CBD Cycles - 10/12/2010
I checked my goggles for the 1000th time and looked around me.

I had, somewhat arrogantly, managed to muscle my way to the front line of competitors. Looking behind me I came to the realization that there were some 1400 people queuing up behind me. The image of a massive herd of nervous water buffalo piling into the waters edge came to mind. A stampede ready to happen....

Better check my goggles again...

In the final minutes while I was waiting for the gun to go off, I reflected on the journey to get here...

Technically, I started my Ironman journey 10 years ago. In 2000 I had set myself a goal to complete an Ironman, however, a bout with cancer sidelined my ambition for ten years.

Five years, ten operations, remission, and another five years of coming to grips that I was not going to disappear from the planet anytime soon - I decided it was time to finish writing the chapter I started a decade earlier.

The last 14 months have been some of the most challenging of my life. It has been a busy time.

Finding the balance of being a good family man, a demanding job and getting the training in required to actually enjoy participating in an Ironman almost broke me. I won't lie and tell you that I've manage to take it all in stride. There were days I literally reached the point of tears after my long runs. Luckily I had the amazing support of my family and friends on these days. They put me back together and hand me a big steaming mug of Harden Up.

Maybe I should tighten my goggles a bit more...


The shot sends a ripple through the herd! An avalanche of anticipation cuts loose and begins to crash into the water. The energy of 1400 competitors, each having trained for a year, explodes into the ocean worthy of the millennium and a half of training that it took to get here.

I am in awe.

My arms begin to churn. All thoughts of 'long, smooth and efficient' swimming is quickly forgotten. All I can think of is Coach Ben's mantra 'stroke rate, stroke rate, stroke rate!'

200m later I am free! I settle into my rhythm and take the time to look around. A dark shape moving underneath me stops my heart until I realize it is a scuba diver. I laugh it off and start to enjoy myself.
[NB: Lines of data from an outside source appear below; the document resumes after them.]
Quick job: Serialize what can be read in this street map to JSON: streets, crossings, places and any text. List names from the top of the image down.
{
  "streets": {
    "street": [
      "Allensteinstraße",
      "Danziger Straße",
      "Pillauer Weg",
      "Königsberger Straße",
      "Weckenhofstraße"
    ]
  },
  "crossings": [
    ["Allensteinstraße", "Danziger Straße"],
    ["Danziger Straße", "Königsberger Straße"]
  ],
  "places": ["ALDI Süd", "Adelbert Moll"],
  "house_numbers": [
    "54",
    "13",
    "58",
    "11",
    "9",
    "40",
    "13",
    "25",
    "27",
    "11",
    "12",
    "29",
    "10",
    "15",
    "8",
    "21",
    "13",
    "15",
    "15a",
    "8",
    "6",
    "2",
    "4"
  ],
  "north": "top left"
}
I manage to stay in open water until the halfway turnaround. As I round the end of the amazing Busselton jetty, I sight on the next buoy and am amazed by the vista that greets me. Man, I am a loooooong way out to sea!!

At the turnaround, a group of twenty or so athletes hit the gas for the home stretch. I jump in amongst them and put my head down.
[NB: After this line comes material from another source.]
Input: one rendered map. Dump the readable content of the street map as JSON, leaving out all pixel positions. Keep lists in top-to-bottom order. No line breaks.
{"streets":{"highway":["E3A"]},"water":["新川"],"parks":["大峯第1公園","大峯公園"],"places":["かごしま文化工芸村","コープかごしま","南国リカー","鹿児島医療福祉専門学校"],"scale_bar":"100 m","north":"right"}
Before I know it, my hands are scraping the bottom and I am jumping to my feet.

My heart rate is out of control as I look down and hit the lap button on my watch. 55 minutes - right on schedule!
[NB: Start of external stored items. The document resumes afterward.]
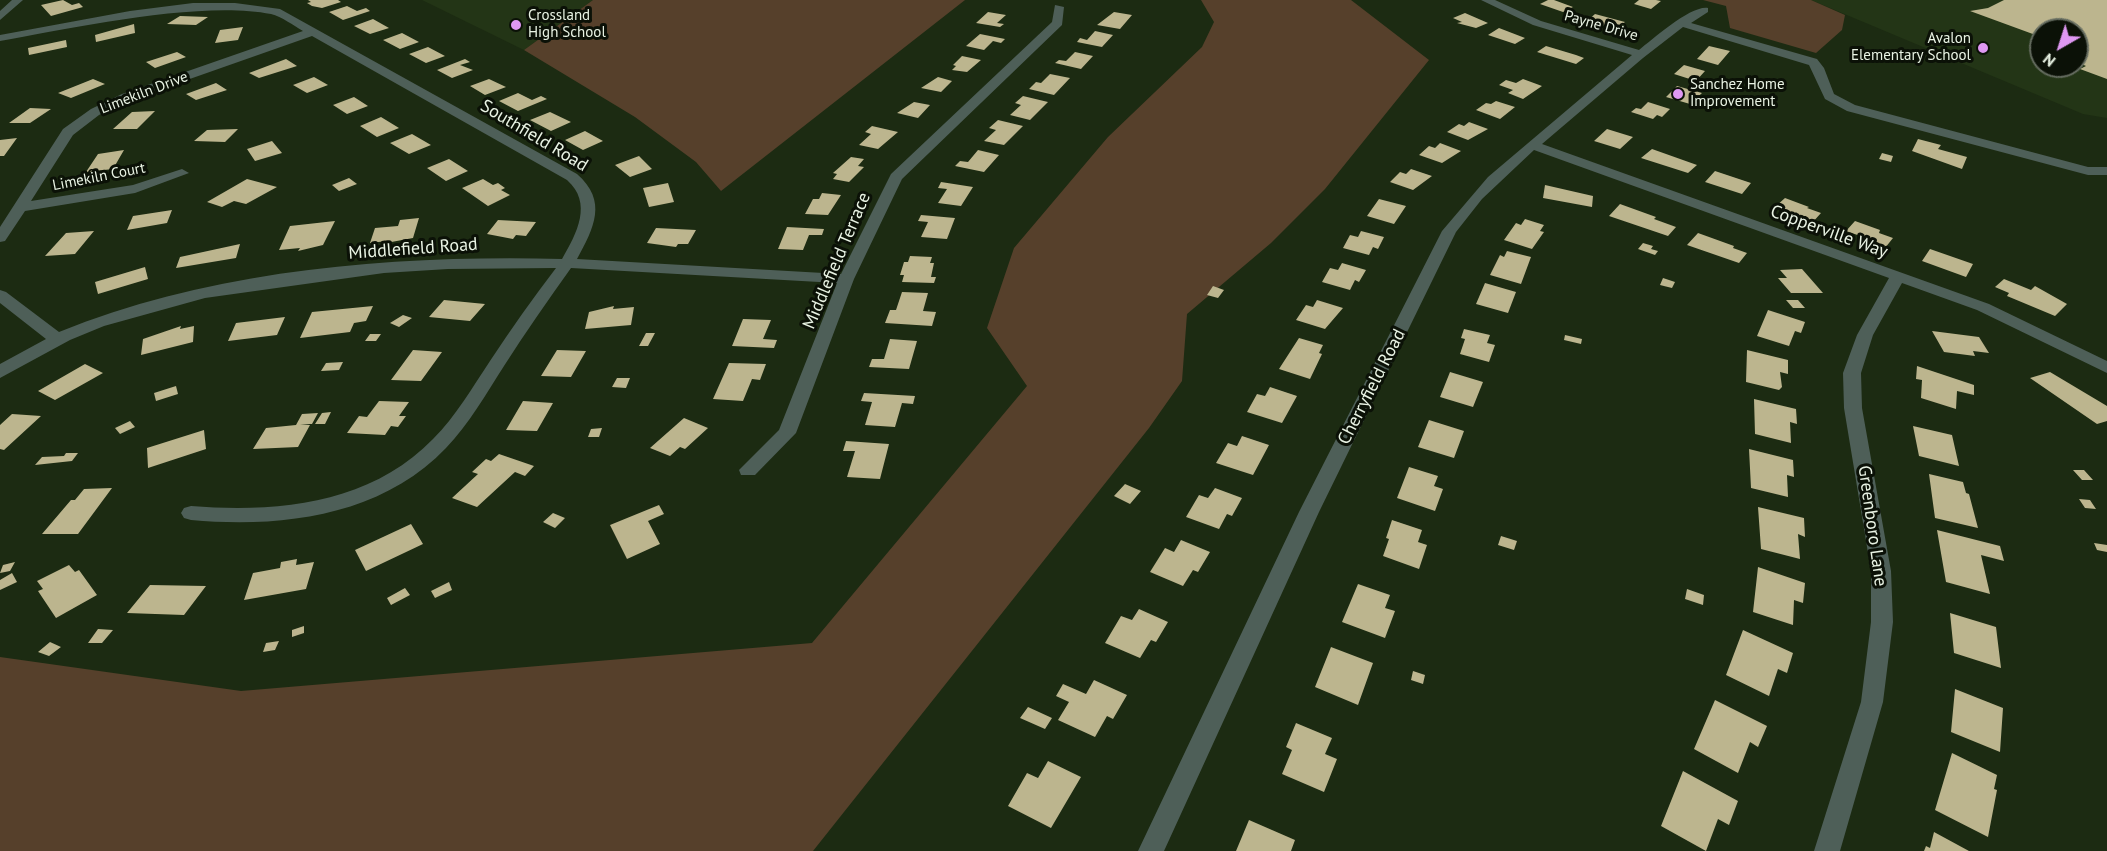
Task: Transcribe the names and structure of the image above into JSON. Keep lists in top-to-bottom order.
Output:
{
  "streets": {
    "street": [
      "Payne Drive",
      "Limekiln Drive",
      "Southfield Road",
      "Limekiln Court",
      "Copperville Way",
      "Middlefield Road",
      "Middlefield Terrace",
      "Cherryfield Road",
      "Greenboro Lane"
    ]
  },
  "crossings": [
    ["Payne Drive", "Cherryfield Road"],
    ["Limekiln Drive", "Southfield Road"],
    ["Limekiln Drive", "Limekiln Court"],
    ["Southfield Road", "Middlefield Road"],
    ["Copperville Way", "Cherryfield Road"],
    ["Copperville Way", "Greenboro Lane"],
    ["Middlefield Road", "Middlefield Terrace"]
  ],
  "places": ["Crossland High School", "Avalon Elementary School", "Sanchez Home Improvement"],
  "north": "bottom left"
}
As I gasp my way through the tunnel of people on my way to transition, I hear 'go Brad!' but I've got tunnel vision as I struggle out of my wetsuit.

Heart rate still out of control? Yup.

I get to transition and am gobsmacked by the level of support the volunteers give me. Before I can sit down, they've taken the wetsuit off, put my helmet on for me, lathered me in sunscreen and handed me my shoes. As I sprint to my bike they kindly clean up my transition aftermath for me. Incredible!

4 minutes after exiting the water I find my bike and hit the bike course. I am actually laughing out loud as I feel my bike surge underneath me up to race pace. I'm on a brand new Giant Trinity SL1 and I'm blown away by the acceleration.( Thanks CBD Cycles and Anthony for the perfect set up!)

All week the wind has built towards the afternoon, so my strategy is to hit the first loop hard and try and get some km's behind me before the wind picks up.

My legs are pumping hard and my heart rate is still too high....adrenaline?

As the scenery whooshes past I wish I had the time to stop and take a few photos. It is truly a beautiful part of the world. And the roads! Fast and flat!

As I start the second lap my family is waiting for me at the edge of town. They are screaming and ringing a cowbell that could wake the dead! Awesome. I find myself making a childish car noise as I accelerate past them. I'm having fun!

The wind arrives. For the final 120km of the ride it feels as if I am battling a head wind the entire time. The wind keeps shifting so it becomes impossible to maintain any sort of consistent speed. So put my head down and worry about how high my heart rate is still. Will I blow up on the run?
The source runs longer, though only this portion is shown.